The crux of the problem is how to pass in a column variable into a grouped df to conditionally sum data. Data for the example follows:
library(dplyr)
library(rlang)
set.seed(1)
# dummy dates
date_vars <- purrr::map(c('2018-01-31', '2018-02-28', '2018-03-31',
'2018-04-30', '2018-05-31', '2018-06-30',
'2018-07-31', '2018-08-31', '2018-09-30',
'2018-10-31', '2018-11-30', '2018-12-31'), as.Date) %>%
purrr::reduce(c)
dummy_df <- tibble(
id = rep(c("a", "b", "c"), each = 12),
date = rep(date_vars, 3),
value = runif(36, 1, 10)
)
The function below will take a data frame, group by a variable (using rlang's sym function), then create a new summary column by adding all values where the date is greater or equal to some date period. Here I am summing 3 months of 'values'.
agg_by_period <- function(df, date_period, period, grouping, new_col_prefix){
grouping_vars <- syms(grouping)
new_sum_column <- quo_name(paste0(new_col_prefix, "sum_", period, 'm'))
df %>%
group_by(!!!grouping_vars) %>%
summarize(!!new_sum_column := sum(value[date >= date_period], na.rm = T)) %>%
select(!!!grouping_vars, !!sym(new_sum_column))
}
agg_by_period(df = dummy_df,
date_period = as.Date('2018-10-31'),
grouping = 'id',
period = 3,
new_col_prefix = 'new_'
)
# A tibble: 3 x 2
id new_sum_3m
<chr> <dbl>
1 a 7.00
2 b 11.9
3 c 18.1
Great! My question is specific to making 'value' in the function dynamic when this column is named something other than "value". My naive attempt to pass in this column using sym() and its error follows:
agg_by_period2 <- function(df, date_period, period, grouping, new_col_prefix,
value_var){
grouping_vars <- syms(grouping)
new_sum_column = quo_name(paste0(new_col_prefix, "sum_", period, 'm'))

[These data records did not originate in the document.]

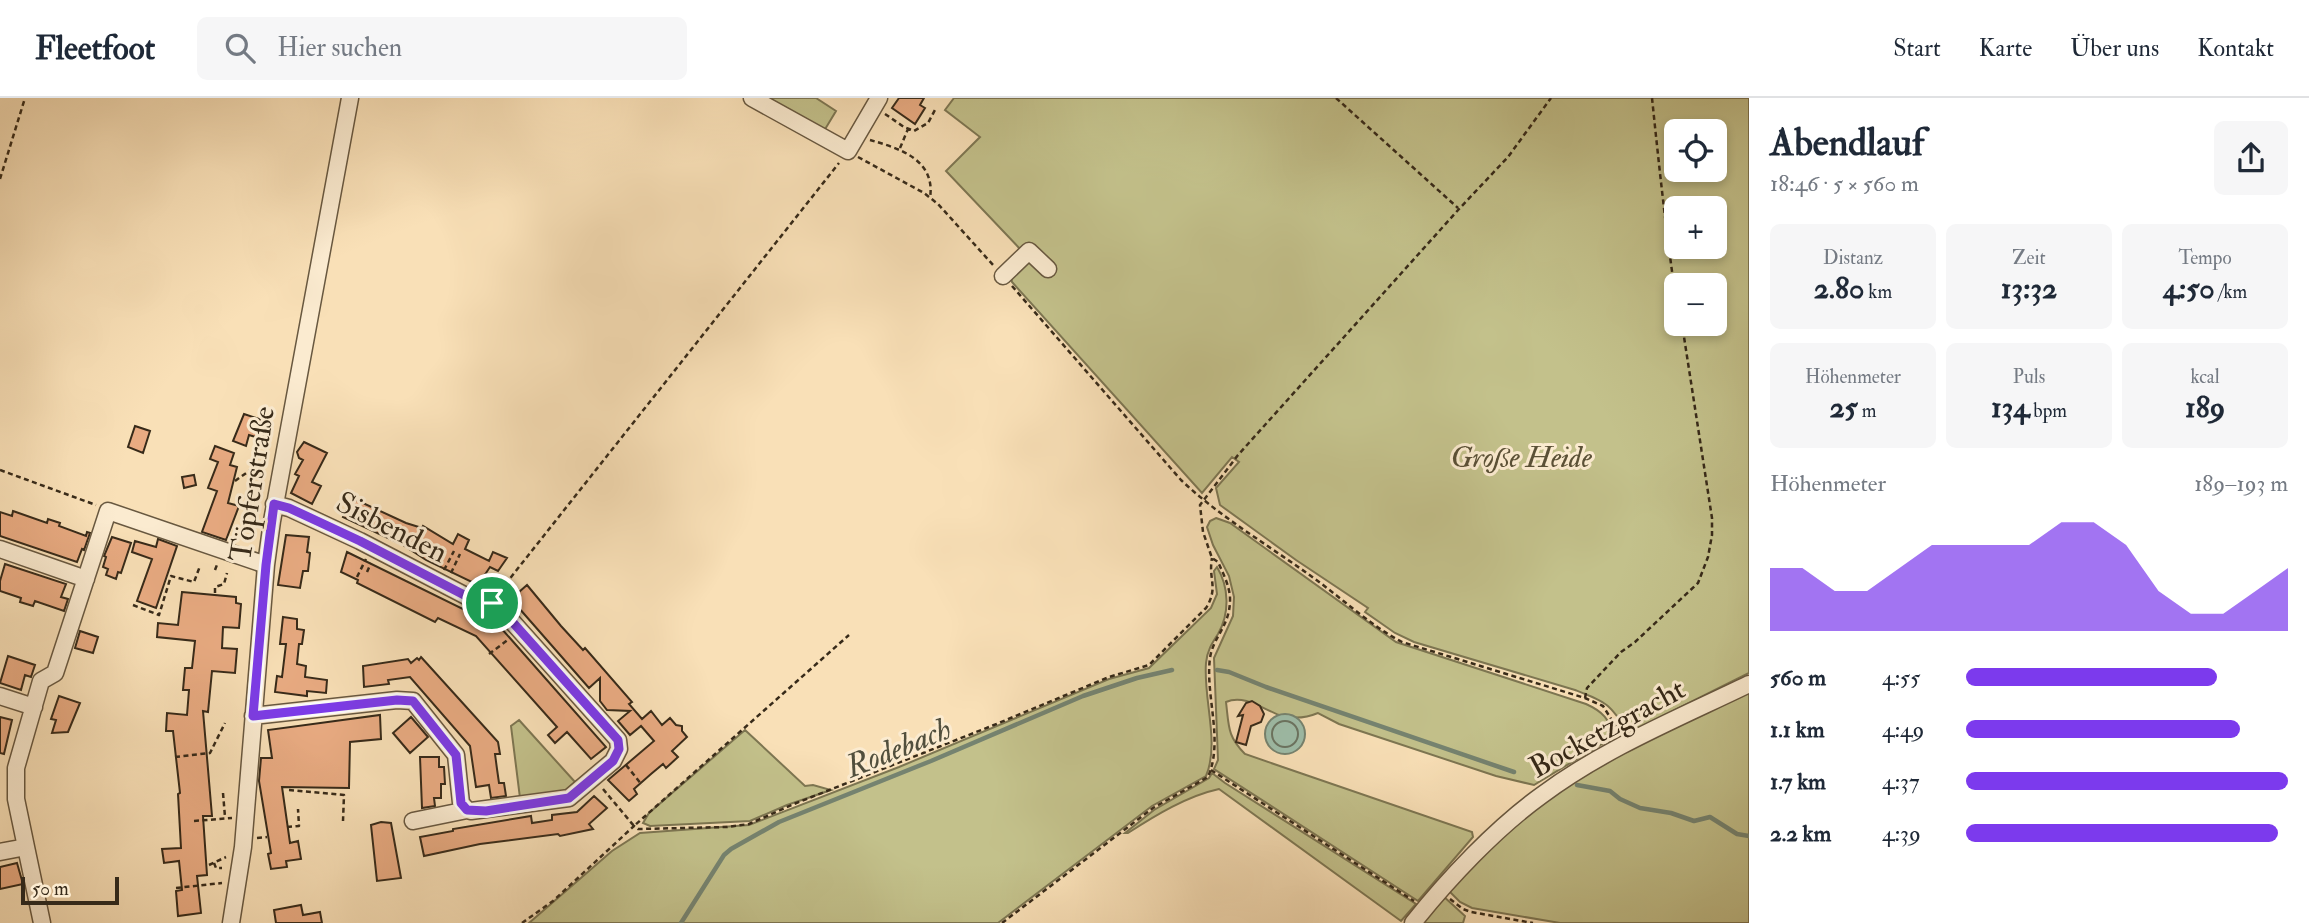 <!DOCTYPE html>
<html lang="de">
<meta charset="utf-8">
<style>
:root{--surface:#fff;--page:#f6f6f7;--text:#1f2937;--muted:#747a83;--line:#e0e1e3;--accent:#7c3aed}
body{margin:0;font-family:"IM FELL Double Pica",serif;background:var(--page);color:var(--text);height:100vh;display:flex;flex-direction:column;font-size:26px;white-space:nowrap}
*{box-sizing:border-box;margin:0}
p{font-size:23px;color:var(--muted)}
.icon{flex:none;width:38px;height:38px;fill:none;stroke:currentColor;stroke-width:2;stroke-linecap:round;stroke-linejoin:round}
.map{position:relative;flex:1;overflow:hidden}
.panel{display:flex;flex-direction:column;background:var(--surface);width:560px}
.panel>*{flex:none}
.buttons{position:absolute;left:1664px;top:21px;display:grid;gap:14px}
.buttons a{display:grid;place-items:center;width:63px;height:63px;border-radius:10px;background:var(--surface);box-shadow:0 4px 10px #0003;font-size:35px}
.scale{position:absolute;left:21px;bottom:18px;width:98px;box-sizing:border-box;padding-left:7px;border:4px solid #372a19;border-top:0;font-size:19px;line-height:24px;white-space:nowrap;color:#372a19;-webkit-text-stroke:5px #fbebd0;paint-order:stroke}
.pin{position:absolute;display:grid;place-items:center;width:60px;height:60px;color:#fff;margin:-30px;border:4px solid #fff;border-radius:50%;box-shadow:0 2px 7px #0007}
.round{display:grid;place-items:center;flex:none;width:74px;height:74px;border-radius:10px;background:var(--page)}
.overview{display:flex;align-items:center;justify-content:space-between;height:119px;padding:0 21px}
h1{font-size:38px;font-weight:800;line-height:52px}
.metrics{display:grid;grid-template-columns:repeat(3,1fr);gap:10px;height:119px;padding:7px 21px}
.metrics div{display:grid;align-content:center;border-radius:10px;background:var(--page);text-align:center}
.metrics b{font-size:30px;font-weight:800}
.metrics small{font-size:19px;font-weight:400}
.metrics p{font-size:19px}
.chart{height:196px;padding:14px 21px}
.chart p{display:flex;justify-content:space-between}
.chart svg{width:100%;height:126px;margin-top:7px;fill:var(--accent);opacity:.7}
ul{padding:0 21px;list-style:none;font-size:23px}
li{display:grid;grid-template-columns:112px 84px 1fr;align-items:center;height:52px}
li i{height:18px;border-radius:9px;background:var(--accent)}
header{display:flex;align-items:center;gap:42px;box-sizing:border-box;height:98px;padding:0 35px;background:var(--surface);border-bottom:2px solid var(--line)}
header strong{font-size:33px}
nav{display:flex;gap:38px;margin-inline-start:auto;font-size:24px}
.search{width:490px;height:63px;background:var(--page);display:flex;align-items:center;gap:18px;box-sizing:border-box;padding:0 24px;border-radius:10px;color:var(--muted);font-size:26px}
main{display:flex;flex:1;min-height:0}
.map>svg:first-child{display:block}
</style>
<header>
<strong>Fleetfoot</strong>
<div class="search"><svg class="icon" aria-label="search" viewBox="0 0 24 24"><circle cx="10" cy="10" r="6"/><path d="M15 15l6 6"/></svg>Hier suchen</div>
<nav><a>Start</a><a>Karte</a><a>Über uns</a><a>Kontakt</a></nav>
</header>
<main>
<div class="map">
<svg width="1749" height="825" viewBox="0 0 1749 825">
<rect width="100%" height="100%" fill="#f9e0b7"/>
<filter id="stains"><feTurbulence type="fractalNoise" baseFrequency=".00286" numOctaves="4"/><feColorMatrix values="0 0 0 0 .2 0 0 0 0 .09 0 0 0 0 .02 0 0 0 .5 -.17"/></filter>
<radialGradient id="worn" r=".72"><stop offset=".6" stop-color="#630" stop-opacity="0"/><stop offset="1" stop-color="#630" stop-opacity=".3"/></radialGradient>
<path fill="#c3c18b" stroke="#7d7652" stroke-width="2" fill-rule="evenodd" d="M773,0H816L836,13L824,33L771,4Z
M954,0H1749V575L1629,635C1609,605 1608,605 1575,592L1414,544L1395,535L1365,514L1368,510L1296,462L1220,407L1216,390L1239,364L1232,359L1202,395L1012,184L1011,179L1022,153L946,73L980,39L945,12ZM1676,33H1715V72H1676ZM1676,110H1715V149H1676ZM1676,187H1715V226H1676Z
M1216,420L1230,425L1396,544L1586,606C1604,614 1608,621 1615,638L1534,687L1496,678L1339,626L1318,615C1306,620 1292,621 1279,617C1263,611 1244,596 1226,604C1229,628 1227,638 1245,656L1472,734L1473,739L1418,803L1214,671L1218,662L1214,560L1233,518L1234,499L1229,478L1213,447L1207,429L1210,423Z
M1217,469C1229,489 1230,515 1218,536C1212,545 1207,553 1206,565C1203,601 1220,645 1206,678L1152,708L998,825H529L612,753L640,735L749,727L899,669L1109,581L1149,570L1211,510L1217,496L1214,473Z
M1749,593V825H1560L1472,810L1460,804L1448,792C1489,751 1529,712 1578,681C1631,646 1692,621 1749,593Z
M519,622L575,684L563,695L520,700L511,628Z
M745,632L805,688L813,687L831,692L787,707L750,723L650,728L643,725L649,715Z
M1212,675L1225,685L1416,806L1401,823L1219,691C1187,698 1156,717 1128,735H1125L1154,712L1209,680Z
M1442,797L1465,818L1463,825H1420Z"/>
<path fill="#9ebeaa" stroke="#758370" stroke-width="2" d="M1265 636a20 20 0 1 1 40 0a20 20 0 1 1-40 0Z"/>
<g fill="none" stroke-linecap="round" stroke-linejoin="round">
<path stroke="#6a7462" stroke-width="2" d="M1272 636a13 13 0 1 1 26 0a13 13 0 1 1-26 0Z"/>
<path stroke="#758370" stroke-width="4.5" d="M1217,572L1229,574L1266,589L1514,674
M1577,687L1610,693L1620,701L1640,710L1671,715L1694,723L1710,719L1737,736L1749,738
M681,825L724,757L731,751L779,724L931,663L1083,598L1137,580L1172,572"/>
</g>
<path fill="#e9ab82" stroke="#372a19" stroke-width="2" d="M899,0H924L920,7L925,10L915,26L892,10Z
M244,316L268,324L262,341L249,337L246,348L233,343Z
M135,328L150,333L143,355L128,349Z
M304,344L327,355L312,384L321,388L312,406L291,395L299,378L295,376L303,362L299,360L297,354Z
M215,348L234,355L230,367L237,369L228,405L239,408L226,442L202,434L217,393L208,390L218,364L210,361Z
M194,377L196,387L184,390L182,379Z
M352,400L406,425L422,430L423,428L453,446L458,436L469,442L465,451L489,463L493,454L507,460L498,473L490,469L478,487L426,462L403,447L343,419Z
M13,413L47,425L48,421L60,425L59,428L86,438L87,434L90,435L84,452L82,451L77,464L0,438V414L12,418Z
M286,437L309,439L307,454L310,455L308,473H303L300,490L278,487Z
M112,439L131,445L121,475L118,474L116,481L106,477L108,471L103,469L106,459L104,458Z
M158,441L177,448L156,510L137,503L152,461L132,454L135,443L156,449Z
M347,454L483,521L484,519L491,526L494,522L606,649L591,661L567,634L555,645L548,637L557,629L476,538L438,520L435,524L357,485L358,482L341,474Z
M5,466L66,486L61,499L68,501L64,513L35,503L33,508L20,504L21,500L0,493V483Z
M527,487L561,528L583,552L585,550L632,604L629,606L642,621L651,613L662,627L670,620L676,627L682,628V633L687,639L672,653L678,659L666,670L663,666L651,676L634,691L637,696L629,703L608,682L654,643L641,628L630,637L618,623L630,613L607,612L600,603V580L589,590L511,501Z
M182,494L236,499V505L241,506L239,530L223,529L222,550L237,551L235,575L212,573L208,614L203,613L212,718H203L207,777L197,778L201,815L178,818L176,793L182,792L179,763L164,765L162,751L181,750L178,696L180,695L173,633H166L167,615L187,617L189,592H183L185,570H192L195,543L157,539L158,525L178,527Z
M283,519L297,521V531L304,532L302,546H299L297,566L306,568L305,579L327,582L326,595L307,593V598L275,594L277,578L282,579L286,546H280Z
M80,533L98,539L93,555L75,550Z
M8,558L35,567L31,579L25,577L21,592L0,585Z
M421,559L498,644L500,656H495L497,671L499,685H504L506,698L491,700L489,687L476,689L470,648L410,579L388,582L389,586L364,589L363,568L408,561L411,565L417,560L419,562Z
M59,598L80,605L68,634L52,635L56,622L51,621Z
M1252,603L1260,608L1264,616L1261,624L1251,628L1246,647L1236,644L1243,617L1238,618L1246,605Z
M380,617L381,641L350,644L349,690L282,689L290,745L298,743L301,761L286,763L287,769L271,771L268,756L271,755L259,683L261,660H272L268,632Z
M0,619L12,622L4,656L0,655Z
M411,619L428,639L410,655L393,635Z
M420,659H439V669H444L445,686H441V700H434L435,708L422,710Z
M594,698L607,710L589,726L593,731L560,738L558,736L480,746L424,758L420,739L453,733V731L531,718L532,725L552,722V717L577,714Z
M381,724L391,725L401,780L377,783L371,727Z
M17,765L23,786L0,791V769Z
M301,807L303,817L320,814L322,825H276L274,812Z"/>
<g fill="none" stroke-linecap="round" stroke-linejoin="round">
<g stroke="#685840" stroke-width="19">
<path id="minor" d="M752,0L848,53L879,0
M1003,178L1029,153L1048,171
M0,451L86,481
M0,598L34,609
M253,618L397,602L413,603L456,657L461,705L467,712L471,713L569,700L613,663L619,651L618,642L500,510L492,505L468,499L360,443L289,410L274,406
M413,723L467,712
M26,749L42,825
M0,754L26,749L16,701V670L41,583L55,575L108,413L266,467
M231,825L243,749L266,467L272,423L350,0
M1413,825C1448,781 1496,730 1542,697C1605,650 1679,620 1749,586"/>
</g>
<path stroke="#372a19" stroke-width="2.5" stroke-dasharray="5 3.5" stroke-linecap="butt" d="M1336,0L1458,110
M1652,0C1659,67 1666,134 1676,201
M885,16L904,29L914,33L928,25L936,10
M870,42C898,50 936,61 930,100
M900,50L908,31
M858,59L924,95L938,106L994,168
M0,81L25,0
M1012,188L1181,382C1221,420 1270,448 1315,481C1344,502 1371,528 1402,544L1585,600L1603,608L1620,635
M0,372L96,407
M235,383L256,368
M215,472L218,464
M444,472L454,453
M367,474L371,465
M451,475L460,456
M357,479L366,461
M500,493L839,65
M215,495V489L224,486L227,475
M133,507L159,517L171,478L194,484L200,468
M489,556L509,541
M1585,600L1587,590L1621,554L1635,544L1698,485L1708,459L1712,437V420L1682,226
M175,659L210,655L225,625
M626,667L642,687
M1211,672L1414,803
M603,691L634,728L849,537
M289,692L344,697L343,723
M223,695L225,719
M194,723L232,720
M287,729L299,728L298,711
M257,740L267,739
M214,765L216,770H222
M209,767L226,759
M176,790L222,785
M1450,801L1463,811L1471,814L1533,825
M522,825L553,803L634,728L638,731L727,729L749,726L794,706L994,627L1109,579L1149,567L1206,510C1219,489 1208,482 1212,460
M1002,825L1153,710L1208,679C1224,642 1205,598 1210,560C1213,538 1231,528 1230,499C1229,487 1223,475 1218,464L1212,460L1203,434L1200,407L1238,357L1459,111L1508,59L1551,0"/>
<use href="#minor" stroke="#fbebd0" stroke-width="16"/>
</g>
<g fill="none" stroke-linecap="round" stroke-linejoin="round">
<g stroke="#fff" stroke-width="14">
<path id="route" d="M274,406L289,410L360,443L468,499L492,505L500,510L618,642L619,651L613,663L569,700L486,713L467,712L461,705L456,657L413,603L397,602L253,618L266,467Z"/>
</g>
<use href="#route" stroke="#7c3aed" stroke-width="9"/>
</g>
<g text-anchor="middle" stroke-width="6" stroke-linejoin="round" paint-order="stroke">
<g font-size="30" font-style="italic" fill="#5a5036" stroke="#fbebd0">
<text x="1521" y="369">Große Heide</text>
</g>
<g font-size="30" fill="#372a19" stroke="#fbebd0">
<text transform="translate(252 386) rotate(-81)" y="10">Töpferstraße</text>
<text transform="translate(392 429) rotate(27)" y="10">Sisbenden</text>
<text transform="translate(1607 630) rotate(-29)" y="10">Bocketzgracht</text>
</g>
<g font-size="32" font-style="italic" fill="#514f3d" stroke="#fbebd0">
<text transform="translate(898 649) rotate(-22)" y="11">Rodebach</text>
</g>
</g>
<rect width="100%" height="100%" filter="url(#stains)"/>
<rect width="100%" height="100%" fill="url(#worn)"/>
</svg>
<div class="buttons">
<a><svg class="icon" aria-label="locate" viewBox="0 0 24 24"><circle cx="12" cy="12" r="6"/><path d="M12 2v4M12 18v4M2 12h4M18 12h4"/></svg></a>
<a>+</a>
<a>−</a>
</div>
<div class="scale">50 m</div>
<div class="pin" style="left:492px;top:505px;background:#1e9e55"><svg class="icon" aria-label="arrive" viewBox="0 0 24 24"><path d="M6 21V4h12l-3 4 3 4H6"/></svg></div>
</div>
<section class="panel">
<div class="overview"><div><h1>Abendlauf</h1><p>18:46 · 5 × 560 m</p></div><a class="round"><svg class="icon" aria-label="share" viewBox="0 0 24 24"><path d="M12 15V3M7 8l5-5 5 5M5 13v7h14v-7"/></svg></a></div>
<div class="metrics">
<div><p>Distanz</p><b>2.80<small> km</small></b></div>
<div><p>Zeit</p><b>13:32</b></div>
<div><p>Tempo</p><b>4:50<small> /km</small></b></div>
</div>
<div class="metrics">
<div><p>Höhenmeter</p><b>25<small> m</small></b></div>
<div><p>Puls</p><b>134<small> bpm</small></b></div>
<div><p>kcal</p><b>189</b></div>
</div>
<div class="chart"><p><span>Höhenmeter</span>189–193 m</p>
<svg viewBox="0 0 160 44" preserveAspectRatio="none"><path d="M0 44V22L10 22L20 30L30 30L40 22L50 14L60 14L70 14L80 14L90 6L100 6L110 14L120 30L130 38L140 38L150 30L160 22V44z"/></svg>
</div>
<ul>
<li><b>560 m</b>4:55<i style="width:78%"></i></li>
<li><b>1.1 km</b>4:49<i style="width:85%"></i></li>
<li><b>1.7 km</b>4:37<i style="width:100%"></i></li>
<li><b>2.2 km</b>4:39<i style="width:97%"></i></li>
</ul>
</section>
</main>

value_var_col <- sym(value_var)
df %>%
group_by(!!!grouping_vars) %>%
summarize(!!new_sum_column := sum(!!value_var_col[date >= date_period], na.rm = T)) %>%
select(!!!grouping_vars, !!sym(new_sum_column))
}
agg_by_period2(df = dummy_df,
date_period = as.Date('2018-10-31'),
grouping = 'id',
period = 3,
new_col_prefix = 'new_',
value_var = 'value'
)
Error in `>=.default`(date, date_period) :
comparison (5) is possible only for atomic and list types
The above function will work when removing the date criteria ([date >= date_period]). Any help would be greatly appreciated.
This appears to be an order-of-operations problem with !!
and [
. Looks like you just need to wrap the splice in parenthesis
df %>%
group_by(!!!grouping_vars) %>%
summarize(!!new_sum_column := sum((!!value_var_col)[date >= date_period], na.rm = T)) %>%
select(!!!grouping_vars, !!sym(new_sum_column))
note the (!!value_var_col)
rather than just !!value_var_col
. This way the splicing will happen before the subsetting.